Data for this task below:
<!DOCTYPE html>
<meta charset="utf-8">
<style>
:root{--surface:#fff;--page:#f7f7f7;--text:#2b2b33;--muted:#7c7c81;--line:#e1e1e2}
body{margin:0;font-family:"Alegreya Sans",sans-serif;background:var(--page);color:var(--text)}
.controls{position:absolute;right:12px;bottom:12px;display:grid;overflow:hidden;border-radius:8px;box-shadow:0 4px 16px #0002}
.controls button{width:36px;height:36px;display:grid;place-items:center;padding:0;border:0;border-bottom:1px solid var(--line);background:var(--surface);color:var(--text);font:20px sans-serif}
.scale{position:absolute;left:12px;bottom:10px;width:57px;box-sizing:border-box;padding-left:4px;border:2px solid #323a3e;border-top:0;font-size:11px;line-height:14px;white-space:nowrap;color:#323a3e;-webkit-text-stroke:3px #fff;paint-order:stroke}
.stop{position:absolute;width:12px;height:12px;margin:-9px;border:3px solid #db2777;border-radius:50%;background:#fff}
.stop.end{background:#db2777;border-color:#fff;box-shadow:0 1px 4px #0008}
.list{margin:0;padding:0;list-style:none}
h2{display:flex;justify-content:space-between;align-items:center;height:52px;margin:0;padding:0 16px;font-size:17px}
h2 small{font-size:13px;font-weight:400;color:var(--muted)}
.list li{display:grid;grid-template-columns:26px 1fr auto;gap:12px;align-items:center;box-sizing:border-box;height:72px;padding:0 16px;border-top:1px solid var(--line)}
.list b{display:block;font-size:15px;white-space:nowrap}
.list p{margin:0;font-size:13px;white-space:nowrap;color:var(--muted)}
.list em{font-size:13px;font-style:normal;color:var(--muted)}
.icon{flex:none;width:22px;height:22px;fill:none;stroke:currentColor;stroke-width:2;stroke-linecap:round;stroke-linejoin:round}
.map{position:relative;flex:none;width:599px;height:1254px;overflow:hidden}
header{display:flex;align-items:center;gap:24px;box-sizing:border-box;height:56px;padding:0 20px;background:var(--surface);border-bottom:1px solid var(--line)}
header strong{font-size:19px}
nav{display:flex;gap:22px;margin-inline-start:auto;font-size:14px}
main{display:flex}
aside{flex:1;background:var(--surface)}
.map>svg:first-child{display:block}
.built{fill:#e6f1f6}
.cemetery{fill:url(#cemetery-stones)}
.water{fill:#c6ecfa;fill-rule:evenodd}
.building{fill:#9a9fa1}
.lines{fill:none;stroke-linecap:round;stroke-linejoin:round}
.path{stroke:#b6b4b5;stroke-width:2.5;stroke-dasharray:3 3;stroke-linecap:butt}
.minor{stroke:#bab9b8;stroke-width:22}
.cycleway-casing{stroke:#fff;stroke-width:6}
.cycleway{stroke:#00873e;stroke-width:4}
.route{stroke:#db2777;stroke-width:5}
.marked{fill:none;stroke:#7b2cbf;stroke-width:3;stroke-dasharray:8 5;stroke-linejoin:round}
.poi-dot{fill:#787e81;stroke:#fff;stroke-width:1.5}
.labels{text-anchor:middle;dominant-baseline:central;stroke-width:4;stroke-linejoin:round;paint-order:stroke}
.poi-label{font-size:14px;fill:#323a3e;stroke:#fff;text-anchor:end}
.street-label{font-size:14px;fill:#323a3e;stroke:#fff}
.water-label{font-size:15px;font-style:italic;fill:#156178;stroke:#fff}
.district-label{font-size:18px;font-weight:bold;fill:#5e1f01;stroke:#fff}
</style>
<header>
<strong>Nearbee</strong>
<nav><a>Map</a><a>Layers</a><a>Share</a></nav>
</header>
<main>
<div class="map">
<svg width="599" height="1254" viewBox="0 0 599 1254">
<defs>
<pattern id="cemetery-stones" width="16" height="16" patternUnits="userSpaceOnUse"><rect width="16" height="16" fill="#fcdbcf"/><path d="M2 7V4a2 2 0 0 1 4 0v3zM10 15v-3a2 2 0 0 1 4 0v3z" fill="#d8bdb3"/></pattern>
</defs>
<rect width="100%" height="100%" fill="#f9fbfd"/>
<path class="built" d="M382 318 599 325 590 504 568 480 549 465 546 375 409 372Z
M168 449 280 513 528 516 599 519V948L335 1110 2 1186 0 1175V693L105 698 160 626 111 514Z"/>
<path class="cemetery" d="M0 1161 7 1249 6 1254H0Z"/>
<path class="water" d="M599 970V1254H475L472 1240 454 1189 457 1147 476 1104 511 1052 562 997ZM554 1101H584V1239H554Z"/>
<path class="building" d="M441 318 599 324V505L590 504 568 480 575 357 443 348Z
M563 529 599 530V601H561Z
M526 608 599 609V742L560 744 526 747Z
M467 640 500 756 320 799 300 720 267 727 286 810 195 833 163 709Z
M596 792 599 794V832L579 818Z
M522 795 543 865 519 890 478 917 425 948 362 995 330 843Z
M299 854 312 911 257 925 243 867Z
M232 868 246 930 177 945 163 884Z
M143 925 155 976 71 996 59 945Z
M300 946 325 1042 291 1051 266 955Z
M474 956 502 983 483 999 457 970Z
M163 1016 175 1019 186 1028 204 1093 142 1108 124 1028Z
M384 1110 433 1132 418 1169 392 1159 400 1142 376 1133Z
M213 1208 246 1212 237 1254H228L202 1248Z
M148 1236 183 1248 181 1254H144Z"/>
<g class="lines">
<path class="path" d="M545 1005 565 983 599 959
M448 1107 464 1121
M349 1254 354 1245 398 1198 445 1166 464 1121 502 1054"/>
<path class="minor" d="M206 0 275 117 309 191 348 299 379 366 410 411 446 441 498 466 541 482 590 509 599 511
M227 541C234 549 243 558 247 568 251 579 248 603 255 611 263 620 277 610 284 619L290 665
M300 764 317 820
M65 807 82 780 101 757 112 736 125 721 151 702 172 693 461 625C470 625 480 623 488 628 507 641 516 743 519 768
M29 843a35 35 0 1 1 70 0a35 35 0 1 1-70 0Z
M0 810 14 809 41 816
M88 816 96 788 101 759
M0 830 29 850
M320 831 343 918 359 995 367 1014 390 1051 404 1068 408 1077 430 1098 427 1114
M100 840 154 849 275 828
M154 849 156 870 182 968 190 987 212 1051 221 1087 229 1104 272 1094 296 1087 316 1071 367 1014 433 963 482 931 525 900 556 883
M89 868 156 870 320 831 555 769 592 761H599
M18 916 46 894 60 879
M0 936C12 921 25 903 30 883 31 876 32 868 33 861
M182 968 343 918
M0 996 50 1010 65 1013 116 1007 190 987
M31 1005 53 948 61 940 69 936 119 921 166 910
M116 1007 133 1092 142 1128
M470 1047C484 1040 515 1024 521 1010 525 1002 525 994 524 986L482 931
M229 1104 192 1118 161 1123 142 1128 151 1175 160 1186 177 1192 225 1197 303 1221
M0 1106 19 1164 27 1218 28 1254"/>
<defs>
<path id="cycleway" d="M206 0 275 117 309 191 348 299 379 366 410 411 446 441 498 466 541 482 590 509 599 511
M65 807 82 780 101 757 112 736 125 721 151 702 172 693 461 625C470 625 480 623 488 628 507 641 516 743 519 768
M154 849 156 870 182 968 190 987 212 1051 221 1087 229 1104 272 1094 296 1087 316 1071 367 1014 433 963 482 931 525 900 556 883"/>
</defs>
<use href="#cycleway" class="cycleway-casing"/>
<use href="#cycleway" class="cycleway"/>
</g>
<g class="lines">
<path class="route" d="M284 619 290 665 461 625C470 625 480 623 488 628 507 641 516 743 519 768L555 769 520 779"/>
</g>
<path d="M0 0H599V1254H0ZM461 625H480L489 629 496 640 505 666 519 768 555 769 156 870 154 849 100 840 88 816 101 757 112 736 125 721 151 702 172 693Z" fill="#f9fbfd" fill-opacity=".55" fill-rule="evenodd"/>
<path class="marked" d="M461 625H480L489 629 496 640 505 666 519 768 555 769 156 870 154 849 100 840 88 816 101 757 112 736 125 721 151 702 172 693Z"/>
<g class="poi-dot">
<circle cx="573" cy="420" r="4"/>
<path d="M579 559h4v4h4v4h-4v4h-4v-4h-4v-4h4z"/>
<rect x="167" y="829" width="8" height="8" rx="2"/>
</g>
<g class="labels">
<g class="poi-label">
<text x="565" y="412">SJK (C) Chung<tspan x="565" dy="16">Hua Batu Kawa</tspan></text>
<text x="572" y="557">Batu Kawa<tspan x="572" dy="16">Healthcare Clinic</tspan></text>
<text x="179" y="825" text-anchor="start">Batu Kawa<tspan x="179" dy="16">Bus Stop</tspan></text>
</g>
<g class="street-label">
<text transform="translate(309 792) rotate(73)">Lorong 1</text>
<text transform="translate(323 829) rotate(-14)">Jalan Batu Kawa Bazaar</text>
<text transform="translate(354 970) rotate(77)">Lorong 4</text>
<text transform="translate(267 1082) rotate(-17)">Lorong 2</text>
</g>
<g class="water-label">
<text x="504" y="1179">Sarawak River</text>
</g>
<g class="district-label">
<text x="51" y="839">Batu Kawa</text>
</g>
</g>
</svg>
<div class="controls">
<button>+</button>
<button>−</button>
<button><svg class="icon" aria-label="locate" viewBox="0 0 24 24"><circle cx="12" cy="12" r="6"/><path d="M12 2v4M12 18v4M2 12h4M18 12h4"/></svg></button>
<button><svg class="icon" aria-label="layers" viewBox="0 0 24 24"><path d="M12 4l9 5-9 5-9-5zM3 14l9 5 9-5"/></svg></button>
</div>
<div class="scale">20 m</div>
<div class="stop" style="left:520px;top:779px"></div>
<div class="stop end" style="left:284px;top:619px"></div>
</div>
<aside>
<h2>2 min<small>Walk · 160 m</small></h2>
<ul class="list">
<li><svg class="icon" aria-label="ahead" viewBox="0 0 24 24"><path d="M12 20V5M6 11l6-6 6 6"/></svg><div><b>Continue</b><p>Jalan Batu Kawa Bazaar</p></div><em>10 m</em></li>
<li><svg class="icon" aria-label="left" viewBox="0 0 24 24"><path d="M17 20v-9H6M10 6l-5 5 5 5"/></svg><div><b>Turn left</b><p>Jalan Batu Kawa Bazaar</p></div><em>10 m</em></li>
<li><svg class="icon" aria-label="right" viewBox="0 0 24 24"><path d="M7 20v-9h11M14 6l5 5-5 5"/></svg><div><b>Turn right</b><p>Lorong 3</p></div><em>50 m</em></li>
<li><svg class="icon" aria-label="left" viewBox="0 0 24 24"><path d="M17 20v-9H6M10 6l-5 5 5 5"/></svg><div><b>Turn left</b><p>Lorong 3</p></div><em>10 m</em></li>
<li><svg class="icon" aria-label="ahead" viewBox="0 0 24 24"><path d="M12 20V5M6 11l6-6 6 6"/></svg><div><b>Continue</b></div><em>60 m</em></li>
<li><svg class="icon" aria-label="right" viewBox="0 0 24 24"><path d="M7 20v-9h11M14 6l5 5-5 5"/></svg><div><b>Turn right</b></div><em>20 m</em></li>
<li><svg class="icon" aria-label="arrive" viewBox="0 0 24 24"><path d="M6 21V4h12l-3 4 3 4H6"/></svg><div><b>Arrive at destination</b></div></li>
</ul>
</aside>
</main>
End of Data for this task.
• [Task to complete] Lines that hold "serif" are the ones to copy, so pick each out from the data.

• [Response to the task]
body{margin:0;font-family:"Alegreya Sans",sans-serif;background:var(--page);color:var(--text)}
.controls button{width:36px;height:36px;display:grid;place-items:center;padding:0;border:0;border-bottom:1px solid var(--line);background:var(--surface);color:var(--text);font:20px sans-serif}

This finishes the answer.